Task goal: Type out the full set of entries again, unchanged.

Data for processing:
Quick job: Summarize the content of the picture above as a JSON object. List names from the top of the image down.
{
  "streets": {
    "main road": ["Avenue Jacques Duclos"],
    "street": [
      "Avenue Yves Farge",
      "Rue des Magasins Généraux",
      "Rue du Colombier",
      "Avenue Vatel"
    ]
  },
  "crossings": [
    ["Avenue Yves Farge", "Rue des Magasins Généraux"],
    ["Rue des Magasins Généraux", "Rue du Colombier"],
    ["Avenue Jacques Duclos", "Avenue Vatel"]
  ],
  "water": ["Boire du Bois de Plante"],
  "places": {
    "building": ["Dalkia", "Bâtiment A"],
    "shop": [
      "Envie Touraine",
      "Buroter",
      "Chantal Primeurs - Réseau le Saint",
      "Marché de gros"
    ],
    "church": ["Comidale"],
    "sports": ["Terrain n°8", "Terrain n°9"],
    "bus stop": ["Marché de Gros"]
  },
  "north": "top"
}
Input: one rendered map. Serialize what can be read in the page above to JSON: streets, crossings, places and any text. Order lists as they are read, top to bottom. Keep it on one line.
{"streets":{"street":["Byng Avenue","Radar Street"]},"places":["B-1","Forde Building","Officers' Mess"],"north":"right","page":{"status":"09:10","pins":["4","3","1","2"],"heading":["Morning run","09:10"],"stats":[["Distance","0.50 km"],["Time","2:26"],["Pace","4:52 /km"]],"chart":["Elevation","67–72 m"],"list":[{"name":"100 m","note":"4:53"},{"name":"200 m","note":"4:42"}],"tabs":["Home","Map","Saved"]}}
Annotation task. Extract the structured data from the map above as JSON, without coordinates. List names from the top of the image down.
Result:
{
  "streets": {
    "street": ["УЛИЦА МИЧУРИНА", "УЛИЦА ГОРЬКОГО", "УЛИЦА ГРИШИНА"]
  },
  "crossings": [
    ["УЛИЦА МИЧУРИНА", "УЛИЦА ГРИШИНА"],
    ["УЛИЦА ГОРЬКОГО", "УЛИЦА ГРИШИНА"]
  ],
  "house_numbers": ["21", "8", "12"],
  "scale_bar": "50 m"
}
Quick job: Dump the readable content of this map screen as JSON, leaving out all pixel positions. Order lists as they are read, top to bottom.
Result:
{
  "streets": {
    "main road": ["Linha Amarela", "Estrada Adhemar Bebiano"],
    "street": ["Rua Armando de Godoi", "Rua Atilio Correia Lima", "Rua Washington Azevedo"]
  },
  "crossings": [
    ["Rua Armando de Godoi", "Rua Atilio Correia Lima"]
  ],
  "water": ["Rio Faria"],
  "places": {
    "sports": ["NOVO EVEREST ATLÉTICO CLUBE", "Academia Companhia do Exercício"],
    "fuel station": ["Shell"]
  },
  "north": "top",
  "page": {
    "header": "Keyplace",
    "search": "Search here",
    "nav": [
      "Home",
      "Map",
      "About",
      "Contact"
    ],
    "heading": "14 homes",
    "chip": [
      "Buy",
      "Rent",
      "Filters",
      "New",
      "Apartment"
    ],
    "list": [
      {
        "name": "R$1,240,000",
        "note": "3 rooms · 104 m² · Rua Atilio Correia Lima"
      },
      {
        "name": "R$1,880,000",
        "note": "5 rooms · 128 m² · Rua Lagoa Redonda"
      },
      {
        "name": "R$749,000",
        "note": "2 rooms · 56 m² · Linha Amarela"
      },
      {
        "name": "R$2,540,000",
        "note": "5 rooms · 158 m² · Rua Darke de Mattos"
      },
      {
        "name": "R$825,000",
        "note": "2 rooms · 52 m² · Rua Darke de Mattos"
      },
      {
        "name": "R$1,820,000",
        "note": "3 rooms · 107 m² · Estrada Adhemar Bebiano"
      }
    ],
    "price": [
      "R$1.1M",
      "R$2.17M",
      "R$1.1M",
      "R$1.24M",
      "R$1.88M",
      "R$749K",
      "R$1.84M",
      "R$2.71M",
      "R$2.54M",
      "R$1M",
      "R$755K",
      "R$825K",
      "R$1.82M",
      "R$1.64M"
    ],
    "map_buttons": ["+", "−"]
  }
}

Your response:
Quick job: Summarize the content of the picture above as a JSON object. List names from the top of the image down.
{
  "streets": {
    "main road": ["Avenue Jacques Duclos"],
    "street": [
      "Avenue Yves Farge",
      "Rue des Magasins Généraux",
      "Rue du Colombier",
      "Avenue Vatel"
    ]
  },
  "crossings": [
    ["Avenue Yves Farge", "Rue des Magasins Généraux"],
    ["Rue des Magasins Généraux", "Rue du Colombier"],
    ["Avenue Jacques Duclos", "Avenue Vatel"]
  ],
  "water": ["Boire du Bois de Plante"],
  "places": {
    "building": ["Dalkia", "Bâtiment A"],
    "shop": [
      "Envie Touraine",
      "Buroter",
      "Chantal Primeurs - Réseau le Saint",
      "Marché de gros"
    ],
    "church": ["Comidale"],
    "sports": ["Terrain n°8", "Terrain n°9"],
    "bus stop": ["Marché de Gros"]
  },
  "north": "top"
}
Input: one rendered map. Serialize what can be read in the page above to JSON: streets, crossings, places and any text. Order lists as they are read, top to bottom. Keep it on one line.
{"streets":{"street":["Byng Avenue","Radar Street"]},"places":["B-1","Forde Building","Officers' Mess"],"north":"right","page":{"status":"09:10","pins":["4","3","1","2"],"heading":["Morning run","09:10"],"stats":[["Distance","0.50 km"],["Time","2:26"],["Pace","4:52 /km"]],"chart":["Elevation","67–72 m"],"list":[{"name":"100 m","note":"4:53"},{"name":"200 m","note":"4:42"}],"tabs":["Home","Map","Saved"]}}
Annotation task. Extract the structured data from the map above as JSON, without coordinates. List names from the top of the image down.
Result:
{
  "streets": {
    "street": ["УЛИЦА МИЧУРИНА", "УЛИЦА ГОРЬКОГО", "УЛИЦА ГРИШИНА"]
  },
  "crossings": [
    ["УЛИЦА МИЧУРИНА", "УЛИЦА ГРИШИНА"],
    ["УЛИЦА ГОРЬКОГО", "УЛИЦА ГРИШИНА"]
  ],
  "house_numbers": ["21", "8", "12"],
  "scale_bar": "50 m"
}
Quick job: Dump the readable content of this map screen as JSON, leaving out all pixel positions. Order lists as they are read, top to bottom.
Result:
{
  "streets": {
    "main road": ["Linha Amarela", "Estrada Adhemar Bebiano"],
    "street": ["Rua Armando de Godoi", "Rua Atilio Correia Lima", "Rua Washington Azevedo"]
  },
  "crossings": [
    ["Rua Armando de Godoi", "Rua Atilio Correia Lima"]
  ],
  "water": ["Rio Faria"],
  "places": {
    "sports": ["NOVO EVEREST ATLÉTICO CLUBE", "Academia Companhia do Exercício"],
    "fuel station": ["Shell"]
  },
  "north": "top",
  "page": {
    "header": "Keyplace",
    "search": "Search here",
    "nav": [
      "Home",
      "Map",
      "About",
      "Contact"
    ],
    "heading": "14 homes",
    "chip": [
      "Buy",
      "Rent",
      "Filters",
      "New",
      "Apartment"
    ],
    "list": [
      {
        "name": "R$1,240,000",
        "note": "3 rooms · 104 m² · Rua Atilio Correia Lima"
      },
      {
        "name": "R$1,880,000",
        "note": "5 rooms · 128 m² · Rua Lagoa Redonda"
      },
      {
        "name": "R$749,000",
        "note": "2 rooms · 56 m² · Linha Amarela"
      },
      {
        "name": "R$2,540,000",
        "note": "5 rooms · 158 m² · Rua Darke de Mattos"
      },
      {
        "name": "R$825,000",
        "note": "2 rooms · 52 m² · Rua Darke de Mattos"
      },
      {
        "name": "R$1,820,000",
        "note": "3 rooms · 107 m² · Estrada Adhemar Bebiano"
      }
    ],
    "price": [
      "R$1.1M",
      "R$2.17M",
      "R$1.1M",
      "R$1.24M",
      "R$1.88M",
      "R$749K",
      "R$1.84M",
      "R$2.71M",
      "R$2.54M",
      "R$1M",
      "R$755K",
      "R$825K",
      "R$1.82M",
      "R$1.64M"
    ],
    "map_buttons": ["+", "−"]
  }
}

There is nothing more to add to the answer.